Les trois vieilles - ANDRÉ COYPEL
Les trois vieilles - ANDRÉ COYPEL
Un conte narquois sur un sujet en principe horrifique : de ce décalage avoué naît un charme insolite. (Du même auteur dans « Fiction » ; « Le brouillard blanc », n° 44 ; « Les captifs », n° 57.)
Le village de Vieuxlogis est non seulement minuscule, mais encore à peu près inhabité. Il n'y reste plus guère que quelques couples, dont les enfants ont quitté le pays depuis fort longtemps, et, ce qui nous intéresse plus particulièrement, trois vieilles femmes, voûtées, courbées, flétries, ridées à un tel point qu'on les croirait sorties d'un conte fantastique du siècle dernier. Pourtant, elles existent ; tout comme ce village. C'est même l'une de ces trois vieilles femmes qui m'a conté cette véridique histoire.
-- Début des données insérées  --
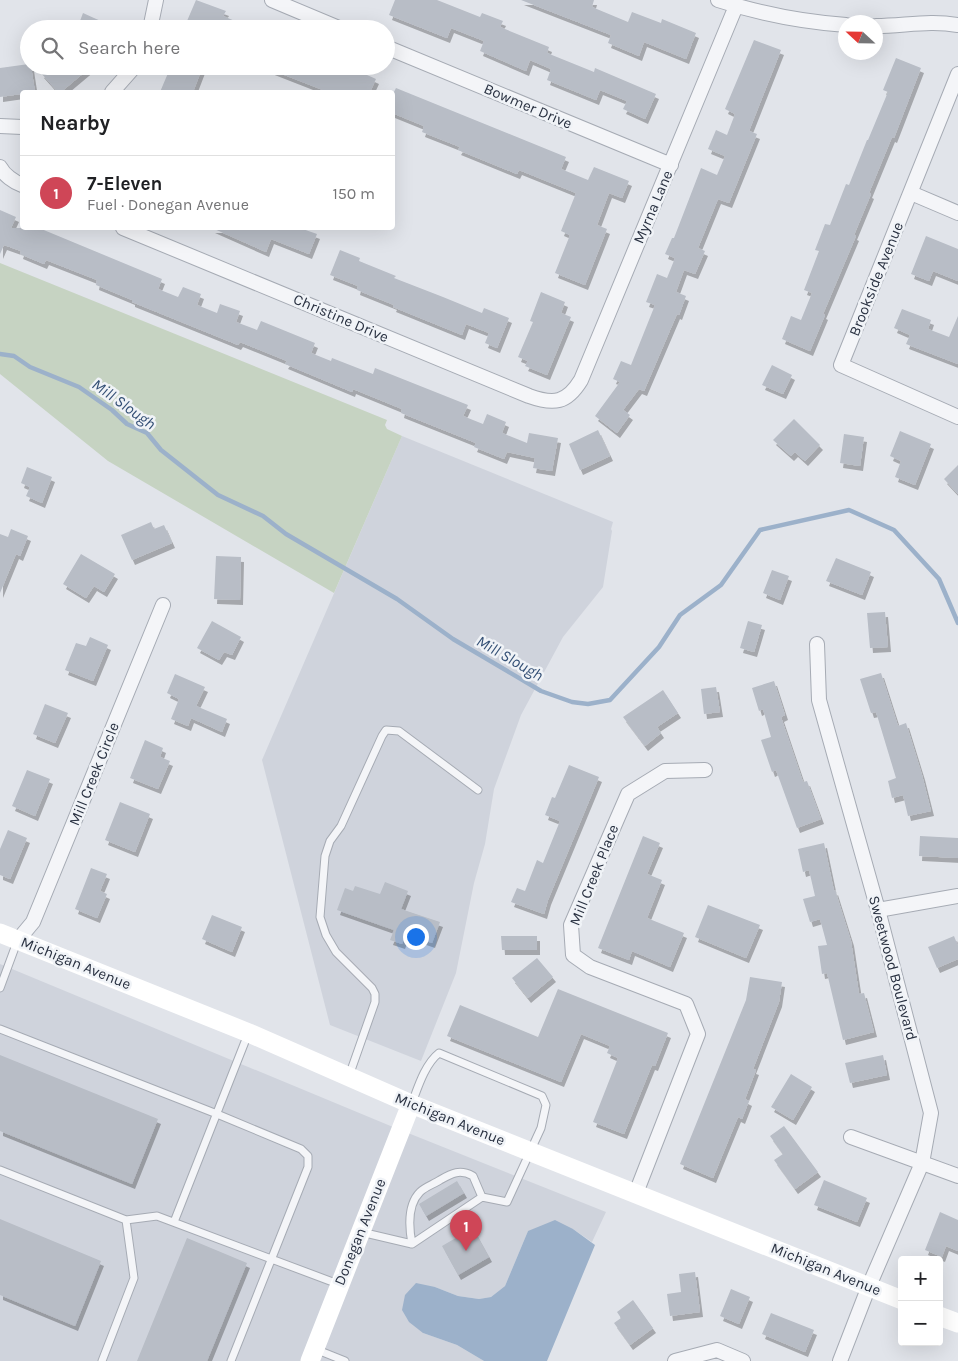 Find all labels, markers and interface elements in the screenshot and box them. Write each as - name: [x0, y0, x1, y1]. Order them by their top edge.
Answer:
- north arrow: [838, 15, 883, 60]
- search box: [20, 20, 395, 75]
- icon: search: [38, 34, 66, 62]
- text: Search here: [78, 37, 180, 59]
- street label: Bowmer Drive: [481, 79, 575, 133]
- text: Nearby: [40, 111, 110, 135]
- street label: Myrna Lane: [629, 168, 677, 246]
- text: 7-Eleven: [87, 173, 162, 195]
- text: 1: [53, 184, 59, 203]
- text: 150 m: [332, 184, 375, 203]
- text: Fuel · Donegan Avenue: [87, 195, 249, 214]
- street label: Brookside Avenue: [845, 219, 907, 339]
- street label: Christine Drive: [291, 290, 391, 346]
- water label: Mill Slough: [88, 375, 160, 433]
- water label: Mill Slough: [473, 631, 547, 685]
- street label: Mill Creek Circle: [65, 720, 123, 828]
- street label: Mill Creek Place: [566, 822, 622, 928]
- street label: Sweetwood Boulevard: [865, 894, 921, 1042]
- your location: [403, 924, 429, 950]
- street label: Michigan Avenue: [18, 933, 134, 993]
- street label: Michigan Avenue: [392, 1089, 508, 1149]
- street label: Donegan Avenue: [330, 1176, 390, 1288]
- pin: 1: [450, 1210, 482, 1251]
- street label: Michigan Avenue: [768, 1239, 884, 1299]
- map controls: [898, 1256, 943, 1346]
- button: +: [898, 1256, 943, 1301]
- button: −: [898, 1301, 943, 1346]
Il y a quelques mois de cela, un soir de décembre, Hortense et Honorine, pliées par l'âge et appuyant leur fatigue presque centenaire sur un unique bâton (qui n'avait de « canne » que le nom dont elles le baptisaient pompeusement), sortirent de chez elles pour « prendre le frais ». Il avait neigé, et la seule rue de Vieuxlogis était « recouverte, d'un blanc manteau ». (Je m'excuse de ces expressions toutes faites, mais ce sont celles qui ont été utilisées par Honorine, laquelle, je dois le dire, ne me semble pas avoir fait preuve de beaucoup de discernement dans ses lectures.) Les rares habitants du village s'étant tous calfeutrés chez eux, la neige était immaculée. Les deux sœurs (Hortense et Honorine étaient sœurs, comme j'ai peut-être omis de le souligner) parlaient du temps passé, de leur jeunesse, lorsque tout à coup leur conversation fut troublée « par un bruit de pas feutrés ». L'une et l'autre dressèrent un chef tremblant et leurs yeux s'ouvrirent tout grands d'étonnement en voyant une jeune fille remonter la rue. Une jeune fille à Vieuxlogis, cela suffisait à stupéfier ; mais ce qui les ahurit plus encore, ce fut l'accoutrement de la personne, qui portait une simple robe longue et blanche. « Par un froid pareil », pensèrent-elles, « la pauvre enfant va attraper la mort. » La jeune fille passa devant elles « sans les saluer ! » et disparut dans la nuit tombante.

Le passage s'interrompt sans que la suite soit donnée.